Along these lines, let me close by sharing with you one of my favorite small poems, by the 20th-century Anglo-Catholic writer Dorothy Sayers. I suspect you will appreciate the conflict she establishes at the outset, and hope you will appreciate its resolution. The poem is called “The Makers.”
The Architect stood forth and said: “I am the master of the art;
I have a thought within my head, I have a dream within my heart.
Come now, good craftsman, ply your trade with tool and stone obediently;
Behold the plan that I have made—I am the master; serve you me.”
The Craftsman answered: “Sir, I will, yet look to it that this your draft
Be of a sort to serve my skill—you are not the master of the craft.
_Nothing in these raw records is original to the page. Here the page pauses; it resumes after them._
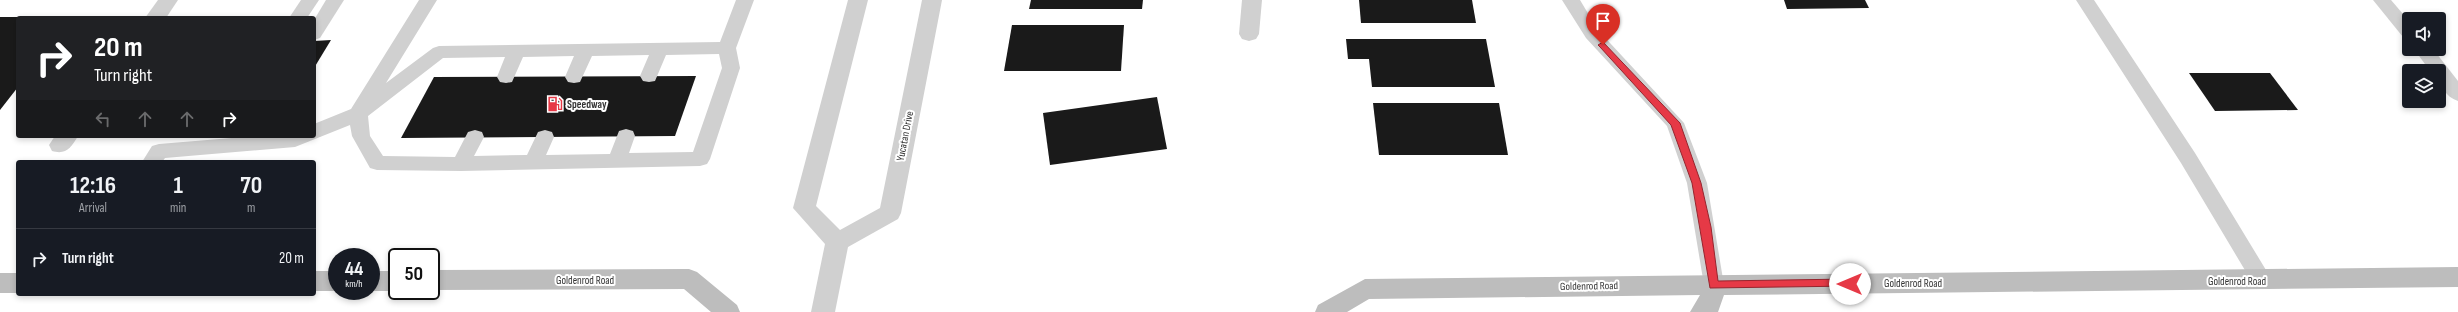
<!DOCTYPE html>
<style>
body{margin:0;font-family:"Sofia Sans Condensed",sans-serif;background:#20242c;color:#f1f3f6;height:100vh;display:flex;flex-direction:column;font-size:15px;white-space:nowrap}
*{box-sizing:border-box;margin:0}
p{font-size:13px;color:#9ea1a6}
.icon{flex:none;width:22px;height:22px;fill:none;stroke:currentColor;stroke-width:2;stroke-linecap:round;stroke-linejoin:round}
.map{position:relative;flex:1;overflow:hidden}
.sheet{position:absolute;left:16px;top:160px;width:300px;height:136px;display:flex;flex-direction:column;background:#171b24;border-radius:4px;box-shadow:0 2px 6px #0003}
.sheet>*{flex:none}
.hud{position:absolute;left:16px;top:16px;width:300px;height:122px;border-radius:4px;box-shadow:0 2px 6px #0003;background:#202124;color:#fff;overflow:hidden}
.tools{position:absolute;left:2402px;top:12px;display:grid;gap:8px}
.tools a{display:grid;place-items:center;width:44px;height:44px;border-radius:4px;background:#171b24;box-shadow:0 2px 6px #0003;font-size:20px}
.speed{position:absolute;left:328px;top:248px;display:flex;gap:8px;font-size:20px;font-weight:700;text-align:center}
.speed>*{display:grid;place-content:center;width:52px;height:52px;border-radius:50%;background:#171b24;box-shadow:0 2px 6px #0003;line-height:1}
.speed small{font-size:10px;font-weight:400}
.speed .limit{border:2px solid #111;border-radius:6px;background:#fff;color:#111}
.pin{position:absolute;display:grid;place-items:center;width:34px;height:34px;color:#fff;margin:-41px -17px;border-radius:50% 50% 50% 0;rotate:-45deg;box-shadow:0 0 4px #0007}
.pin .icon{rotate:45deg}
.me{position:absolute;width:44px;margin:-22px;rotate:270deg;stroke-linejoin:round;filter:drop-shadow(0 0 3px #0008)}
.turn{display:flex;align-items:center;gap:14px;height:84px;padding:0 12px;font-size:18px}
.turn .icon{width:52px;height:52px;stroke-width:2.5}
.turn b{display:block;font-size:28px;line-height:34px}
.lanes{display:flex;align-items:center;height:38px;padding:0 12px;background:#0003;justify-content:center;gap:20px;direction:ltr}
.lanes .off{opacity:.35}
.eta{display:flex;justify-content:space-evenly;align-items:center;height:68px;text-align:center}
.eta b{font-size:24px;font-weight:700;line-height:28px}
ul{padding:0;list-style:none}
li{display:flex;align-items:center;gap:12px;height:60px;padding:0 12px;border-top:1px solid #363941}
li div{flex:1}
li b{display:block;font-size:15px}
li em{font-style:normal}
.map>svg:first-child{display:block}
</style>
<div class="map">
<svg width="2458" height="312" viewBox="0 0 2458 312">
<rect width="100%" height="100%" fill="#fff"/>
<g fill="#1a1a1a">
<polygon points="1031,0 1143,0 1142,9 1029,9"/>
<polygon points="1359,0 1472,0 1476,23 1361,23"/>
<polygon points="1784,0 1865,0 1869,8 1787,9"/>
<polygon points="0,17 18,17 18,87 0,110"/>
<polygon points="1012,25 1124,25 1121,71 1004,71"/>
<polygon points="1346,39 1486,39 1495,87 1372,87 1369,59 1348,59"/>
<polygon points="331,40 314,68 314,41"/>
<polygon points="2189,73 2270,73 2298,110 2215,111"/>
<polygon points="696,76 675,136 401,138 434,77"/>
<polygon points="1157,97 1167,149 1050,165 1043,113"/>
<polygon points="1373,103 1499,103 1508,155 1379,155"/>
</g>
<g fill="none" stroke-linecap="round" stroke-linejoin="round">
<g fill="#d0d0d0" fill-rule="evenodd">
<polygon points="301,0 319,0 307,18 289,18"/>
<polygon points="326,0 344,0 320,38 314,40 314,20"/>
<path d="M 419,0 L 437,0 L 386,83 L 433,48 L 439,46 L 720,42 L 736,0 L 754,0 L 736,48 L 740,68 L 710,159 L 707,164 L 700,166 L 461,171 L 377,170 L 370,168 L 352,136 L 350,125 L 295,147 L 165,158 L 162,162 L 142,162 L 152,146 L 159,144 L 257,136 L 314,136 L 314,124 L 351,109 ZM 719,54 L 722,68 L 693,152 L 629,153 L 635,136 L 633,131 L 626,129 L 619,131 L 610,154 L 546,155 L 554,137 L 552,132 L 545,130 L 538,132 L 527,155 L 474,156 L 484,137 L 482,132 L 475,130 L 468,132 L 455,157 L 383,156 L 370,136 L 368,116 L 443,58 L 505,57 L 497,77 L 500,82 L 506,83 L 512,82 L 523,57 L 574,56 L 565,77 L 568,82 L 574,83 L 580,82 L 592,56 L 649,55 L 640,76 L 643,81 L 649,82 L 655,81 L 666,55 Z"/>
<polygon points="1562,0 1580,0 1598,30 1684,123 1707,183 1724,285 1721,291 1714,293 1707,291 1704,285 1687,183 1667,126 1586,38"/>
<polygon points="2076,0 2094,0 2195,153 2269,275 2272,281 2269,287 2262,289 2255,287 2181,163"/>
<polygon points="2373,0 2391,0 2409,21 2409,39 2403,37"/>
<path d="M 2414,49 L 2433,49 L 2458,81 L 2458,101 C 2445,97 2439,84 2439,71 L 2430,71 Z"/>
</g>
<g fill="#d0d0d0" fill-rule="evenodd">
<polygon points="158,0 178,0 166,18 145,18"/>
<polygon points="848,0 868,0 816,206 840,230 880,208 922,0 942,0 901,213 898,219 848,247 835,312 811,312 825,244 793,208"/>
<polygon points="1242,0 1262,0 1259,34 1256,39 1249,41 1242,39 1239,34"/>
<path d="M 55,136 L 78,136 C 71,148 66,155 52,151 L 49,145 Z"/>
</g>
<g fill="#bdbdbd" fill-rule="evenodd">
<polygon points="2458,267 2458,287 1724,295 1718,312 1690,312 1700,295 1369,299 1347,312 1315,312 1318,305 1365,279"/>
<polygon points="689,269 697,272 737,305 740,312 711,312 684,289 431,290 431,270"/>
<rect x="314" y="271" width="23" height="20"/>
<rect x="371" y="271" width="26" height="20"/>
<rect x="0" y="273" width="18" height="20"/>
</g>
</g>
<polygon fill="#e63946" stroke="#96252e" points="1603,42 1680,123 1701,183 1711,227 1718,281 1850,279 1853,281 1853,286 1710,288 1692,183 1671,125 1600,47 1598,45"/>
<defs>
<g id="fuel-bare" transform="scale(1.2)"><path d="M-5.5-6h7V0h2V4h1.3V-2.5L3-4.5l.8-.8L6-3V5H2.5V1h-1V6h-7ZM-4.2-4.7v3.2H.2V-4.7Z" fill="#e63946" stroke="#fff" stroke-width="2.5" paint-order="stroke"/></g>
</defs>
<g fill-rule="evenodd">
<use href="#fuel-bare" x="555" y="104"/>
</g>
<g text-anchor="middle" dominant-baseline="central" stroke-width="4" stroke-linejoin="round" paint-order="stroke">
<g font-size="11" font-weight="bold" fill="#333" stroke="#fff" text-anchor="start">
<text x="567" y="104">Speedway</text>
</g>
<g font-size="11" fill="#333" stroke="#fff">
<text transform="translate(905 136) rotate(-79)">Yucatan Drive</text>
<text x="585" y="280">Goldenrod Road</text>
<text x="2237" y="281">Goldenrod Road</text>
<text x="1913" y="283">Goldenrod Road</text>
<text transform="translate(1589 286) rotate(-1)">Goldenrod Road</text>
</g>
</g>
</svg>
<div class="tools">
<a><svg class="icon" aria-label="sound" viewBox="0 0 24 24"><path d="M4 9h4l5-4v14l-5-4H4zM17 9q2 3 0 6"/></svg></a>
<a><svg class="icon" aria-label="layers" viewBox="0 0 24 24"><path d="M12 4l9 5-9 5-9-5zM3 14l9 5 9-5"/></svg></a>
</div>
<div class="speed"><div>44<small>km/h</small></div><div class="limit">50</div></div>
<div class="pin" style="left:1603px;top:45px;background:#d93025"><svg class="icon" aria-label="arrive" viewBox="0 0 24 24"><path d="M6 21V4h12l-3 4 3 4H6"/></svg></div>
<svg class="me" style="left:1850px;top:284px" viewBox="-20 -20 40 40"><circle r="19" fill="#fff"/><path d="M0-13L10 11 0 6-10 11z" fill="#e63946"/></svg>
<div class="hud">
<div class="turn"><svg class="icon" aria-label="right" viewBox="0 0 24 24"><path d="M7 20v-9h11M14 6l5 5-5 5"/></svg><div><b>20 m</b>Turn right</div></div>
<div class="lanes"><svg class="icon off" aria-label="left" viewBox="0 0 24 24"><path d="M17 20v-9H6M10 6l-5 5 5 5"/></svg><svg class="icon off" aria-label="ahead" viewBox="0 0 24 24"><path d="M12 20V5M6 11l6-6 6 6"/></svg><svg class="icon off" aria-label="ahead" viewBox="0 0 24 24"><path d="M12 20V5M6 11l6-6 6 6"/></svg><svg class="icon" aria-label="right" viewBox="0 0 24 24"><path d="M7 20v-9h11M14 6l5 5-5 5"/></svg></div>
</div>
<section class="sheet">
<div class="eta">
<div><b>12:16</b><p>Arrival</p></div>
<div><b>1</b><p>min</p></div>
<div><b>70</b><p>m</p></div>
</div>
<ul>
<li><svg class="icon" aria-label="right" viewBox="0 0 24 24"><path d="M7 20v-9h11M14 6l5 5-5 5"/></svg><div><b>Turn right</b></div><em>20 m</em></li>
</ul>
</section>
</div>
It is by me the towers grow tall, I lay the course, I shape and hew;
You make a little inky scrawl, and that is all that you can do.
Account me, then, the master man, lay my rigid rule upon the plan,
and that which serves the plan—the uncomplaining, helpless stone.”
The Stone made answer: “Masters mine, know this: that I can bless or damn
The thing that both of you design by being but the thing I am;
For I am granite and not gold, for I am marble and not clay,
You may not hammer me or mould—I am the master of the way.
Yet once that mastery bestowed then I will suffer patiently
The cleaving steel, the crushing load, that make a calvary of me;
And you may carve me with your hand to arch and buttress, roof and wall,
Until the dream rise up and stand—serve but the stone, the stone serves all.
Let each do well what each knows best, nothing refuse and nothing shirk,
Since none is master of the rest, but all are servants of the work—
The work no master may subject save He to whom the whole is known,
Being Himself the Architect, the Craftsman and the Cornerstone.
Then when the greatest and the least have finished all their labouring
And sit together at the feast you shall behold a wonder thing:
The Maker of the men that make will stoop between the cherubim,
The towel and the basin take, and serve the servants who serve Him.”
The Architect and Craftsman, both, agreed the Stone had spoken well;
Bound them to service by an oath and each to his own labour fell.
The forecast is for hard economic times, and there are no detailed road maps to success in the vocation that has called you. But have courage, and be confident and grateful that you have been well schooled and are well-prepared. Your education, your art, is in you, and cannot be taken away. Stay close to your classmates, your fellow alumni, your teachers. Be entrepreneurial. Be just. Be generous. Try to form local design-build guilds of traditional builders and architects. Above all, settle in someplace and make it better by loving it for as long as you have breath. Remember what G.K. Chesterton said: that we all love Rome because it is great, but Rome first became great because it was loved.